07-27-2005, 08:13 PM #5Originally Posted by SwoleCat
The cold ones are tough to deal with. Especially if you are the light hearted, "quick to forgive" type.
07-27-2005, 09:47 PM #6
if your woman doesnt trust you
i have to tell you i think this will never change
cause once a woman doesnt trust you it is impossible to get he trust back
not that it has happened to me but i have seen it happen to many ppl...
so just save up and let her go mate...
but that is going to be very hard to do for u since u love her...
so good luck.
07-27-2005, 09:58 PM #7Anabolic Member
- Join Date
- Oct 2001
A thing I've learned in my life is that you cannot really change people.
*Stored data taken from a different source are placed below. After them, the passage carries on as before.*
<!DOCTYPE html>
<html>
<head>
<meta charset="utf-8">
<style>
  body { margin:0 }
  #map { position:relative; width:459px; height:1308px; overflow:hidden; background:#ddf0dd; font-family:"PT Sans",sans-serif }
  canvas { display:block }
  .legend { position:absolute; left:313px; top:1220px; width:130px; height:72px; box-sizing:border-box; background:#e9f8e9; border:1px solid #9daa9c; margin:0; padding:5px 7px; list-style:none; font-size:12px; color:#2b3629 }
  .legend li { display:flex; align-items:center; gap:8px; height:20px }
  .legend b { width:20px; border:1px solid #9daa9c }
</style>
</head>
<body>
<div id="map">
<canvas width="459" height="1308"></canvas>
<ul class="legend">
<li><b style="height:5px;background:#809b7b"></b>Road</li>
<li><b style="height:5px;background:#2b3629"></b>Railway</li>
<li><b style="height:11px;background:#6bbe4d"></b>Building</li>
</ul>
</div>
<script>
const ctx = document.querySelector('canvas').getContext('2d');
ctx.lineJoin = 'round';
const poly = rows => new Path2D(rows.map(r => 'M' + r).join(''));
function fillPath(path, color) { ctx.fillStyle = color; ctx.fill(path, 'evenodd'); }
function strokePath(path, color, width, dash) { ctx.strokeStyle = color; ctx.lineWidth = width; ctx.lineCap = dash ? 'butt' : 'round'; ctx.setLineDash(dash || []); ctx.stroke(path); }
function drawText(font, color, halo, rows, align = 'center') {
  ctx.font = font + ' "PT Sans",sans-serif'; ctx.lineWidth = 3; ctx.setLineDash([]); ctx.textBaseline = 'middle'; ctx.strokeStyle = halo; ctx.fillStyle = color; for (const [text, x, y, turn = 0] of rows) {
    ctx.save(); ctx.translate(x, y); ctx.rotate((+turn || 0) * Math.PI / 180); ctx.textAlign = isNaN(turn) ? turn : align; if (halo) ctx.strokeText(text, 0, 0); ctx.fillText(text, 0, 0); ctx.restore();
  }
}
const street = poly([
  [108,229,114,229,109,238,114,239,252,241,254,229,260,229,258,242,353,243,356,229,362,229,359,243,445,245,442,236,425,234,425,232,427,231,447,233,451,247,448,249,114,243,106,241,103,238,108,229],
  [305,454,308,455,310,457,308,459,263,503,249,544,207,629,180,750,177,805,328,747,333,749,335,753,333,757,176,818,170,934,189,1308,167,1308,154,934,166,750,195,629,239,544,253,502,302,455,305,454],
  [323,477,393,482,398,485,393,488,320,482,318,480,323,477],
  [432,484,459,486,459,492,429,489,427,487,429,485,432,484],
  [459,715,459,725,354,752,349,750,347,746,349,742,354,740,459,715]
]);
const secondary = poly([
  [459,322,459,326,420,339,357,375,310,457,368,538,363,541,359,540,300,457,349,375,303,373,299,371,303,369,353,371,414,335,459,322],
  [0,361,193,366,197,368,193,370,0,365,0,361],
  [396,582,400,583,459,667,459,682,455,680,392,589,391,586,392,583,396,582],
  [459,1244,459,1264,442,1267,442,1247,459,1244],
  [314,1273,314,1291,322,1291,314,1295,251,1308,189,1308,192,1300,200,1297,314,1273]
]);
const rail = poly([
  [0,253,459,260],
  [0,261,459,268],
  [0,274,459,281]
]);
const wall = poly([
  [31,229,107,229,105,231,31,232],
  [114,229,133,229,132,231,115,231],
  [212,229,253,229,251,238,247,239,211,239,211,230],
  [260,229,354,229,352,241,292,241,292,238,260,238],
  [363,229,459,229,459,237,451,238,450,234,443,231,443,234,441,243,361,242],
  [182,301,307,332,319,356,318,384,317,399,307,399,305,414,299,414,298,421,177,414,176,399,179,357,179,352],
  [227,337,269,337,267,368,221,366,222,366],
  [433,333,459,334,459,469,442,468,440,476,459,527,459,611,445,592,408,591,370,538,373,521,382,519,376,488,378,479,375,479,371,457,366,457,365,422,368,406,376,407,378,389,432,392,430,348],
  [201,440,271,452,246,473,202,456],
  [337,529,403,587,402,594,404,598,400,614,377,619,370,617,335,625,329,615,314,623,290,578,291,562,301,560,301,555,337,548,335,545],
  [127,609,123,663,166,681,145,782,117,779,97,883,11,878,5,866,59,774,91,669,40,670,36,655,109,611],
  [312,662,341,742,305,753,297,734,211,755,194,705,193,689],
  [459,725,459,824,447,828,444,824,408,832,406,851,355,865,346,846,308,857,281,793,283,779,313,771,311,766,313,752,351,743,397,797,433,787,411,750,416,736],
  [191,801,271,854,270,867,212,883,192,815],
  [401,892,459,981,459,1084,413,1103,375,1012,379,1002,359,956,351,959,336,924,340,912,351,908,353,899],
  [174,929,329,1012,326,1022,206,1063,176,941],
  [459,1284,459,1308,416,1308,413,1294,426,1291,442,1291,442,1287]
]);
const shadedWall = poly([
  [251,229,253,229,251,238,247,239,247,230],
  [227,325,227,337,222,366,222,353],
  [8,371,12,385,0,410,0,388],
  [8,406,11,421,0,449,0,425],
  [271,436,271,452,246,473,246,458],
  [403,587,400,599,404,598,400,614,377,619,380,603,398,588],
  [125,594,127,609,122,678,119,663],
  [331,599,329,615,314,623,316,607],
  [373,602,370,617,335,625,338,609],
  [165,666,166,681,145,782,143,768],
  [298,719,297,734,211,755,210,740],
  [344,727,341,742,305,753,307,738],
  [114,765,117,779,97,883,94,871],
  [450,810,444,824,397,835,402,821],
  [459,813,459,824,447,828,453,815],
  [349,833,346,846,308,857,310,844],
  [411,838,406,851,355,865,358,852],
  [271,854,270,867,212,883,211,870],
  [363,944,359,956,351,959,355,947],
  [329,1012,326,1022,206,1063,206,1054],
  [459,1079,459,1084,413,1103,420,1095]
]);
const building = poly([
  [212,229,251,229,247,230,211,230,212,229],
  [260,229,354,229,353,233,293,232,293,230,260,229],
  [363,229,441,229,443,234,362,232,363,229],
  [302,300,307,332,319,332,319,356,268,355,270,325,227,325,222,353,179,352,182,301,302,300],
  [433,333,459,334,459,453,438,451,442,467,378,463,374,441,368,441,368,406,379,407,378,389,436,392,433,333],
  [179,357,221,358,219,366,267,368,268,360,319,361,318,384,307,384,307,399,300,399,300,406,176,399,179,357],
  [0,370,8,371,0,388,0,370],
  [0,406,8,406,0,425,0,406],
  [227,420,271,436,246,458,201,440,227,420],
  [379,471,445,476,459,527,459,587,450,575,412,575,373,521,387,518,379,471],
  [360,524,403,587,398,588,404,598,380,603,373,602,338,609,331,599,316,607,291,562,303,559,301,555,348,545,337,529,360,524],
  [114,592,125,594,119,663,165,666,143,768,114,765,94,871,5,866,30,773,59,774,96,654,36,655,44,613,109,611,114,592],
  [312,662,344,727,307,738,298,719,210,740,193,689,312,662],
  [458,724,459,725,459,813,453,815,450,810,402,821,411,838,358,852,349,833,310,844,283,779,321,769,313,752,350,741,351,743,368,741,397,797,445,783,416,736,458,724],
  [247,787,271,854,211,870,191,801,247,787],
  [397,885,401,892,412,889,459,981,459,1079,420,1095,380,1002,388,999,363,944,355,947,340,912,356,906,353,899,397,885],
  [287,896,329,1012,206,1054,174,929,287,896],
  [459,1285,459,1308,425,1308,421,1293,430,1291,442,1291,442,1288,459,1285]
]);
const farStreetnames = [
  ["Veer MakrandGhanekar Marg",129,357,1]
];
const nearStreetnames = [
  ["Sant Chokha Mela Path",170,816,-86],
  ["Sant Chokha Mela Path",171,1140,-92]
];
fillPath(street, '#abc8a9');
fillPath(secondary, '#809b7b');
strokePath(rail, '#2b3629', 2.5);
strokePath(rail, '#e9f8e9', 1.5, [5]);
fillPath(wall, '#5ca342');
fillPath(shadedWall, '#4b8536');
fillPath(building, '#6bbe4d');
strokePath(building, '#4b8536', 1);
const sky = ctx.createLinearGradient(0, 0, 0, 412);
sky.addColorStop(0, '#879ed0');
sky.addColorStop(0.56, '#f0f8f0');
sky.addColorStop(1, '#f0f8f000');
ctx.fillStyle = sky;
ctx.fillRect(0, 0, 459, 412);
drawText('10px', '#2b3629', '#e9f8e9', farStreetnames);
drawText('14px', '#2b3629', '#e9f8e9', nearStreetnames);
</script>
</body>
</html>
You won't be able to sit down and talk with your girl and change her, or how she is "wired". Infact some people cannot even change themselves, somthing has to happen to them to make them change. If she is like this now, don't expect anything different 5-10 years down the road.
If you are not doing anything wrong, or anything to make her think your sleeping with other girls, she should trust you.
If you can get her to think level headed, and you can as well sit down and have a heart to heart with her, be very honest and open. Getting mad and reacting by planning a break up or moving out is not investing into a relationship, well assuming you want to invest in that :P
07-27-2005, 11:59 PM #8
You know my feelings.....after all this time.....she needs to either get over it and start working with you to repair or WALK!
Shyte or get off the pot!
07-28-2005, 05:48 AM #9
Sounds like she doesn't trust you... that won't change IMO. Good luck!
07-28-2005, 07:42 AM #10
add some more diamonds to the ring.... she'll get over it real fast!!!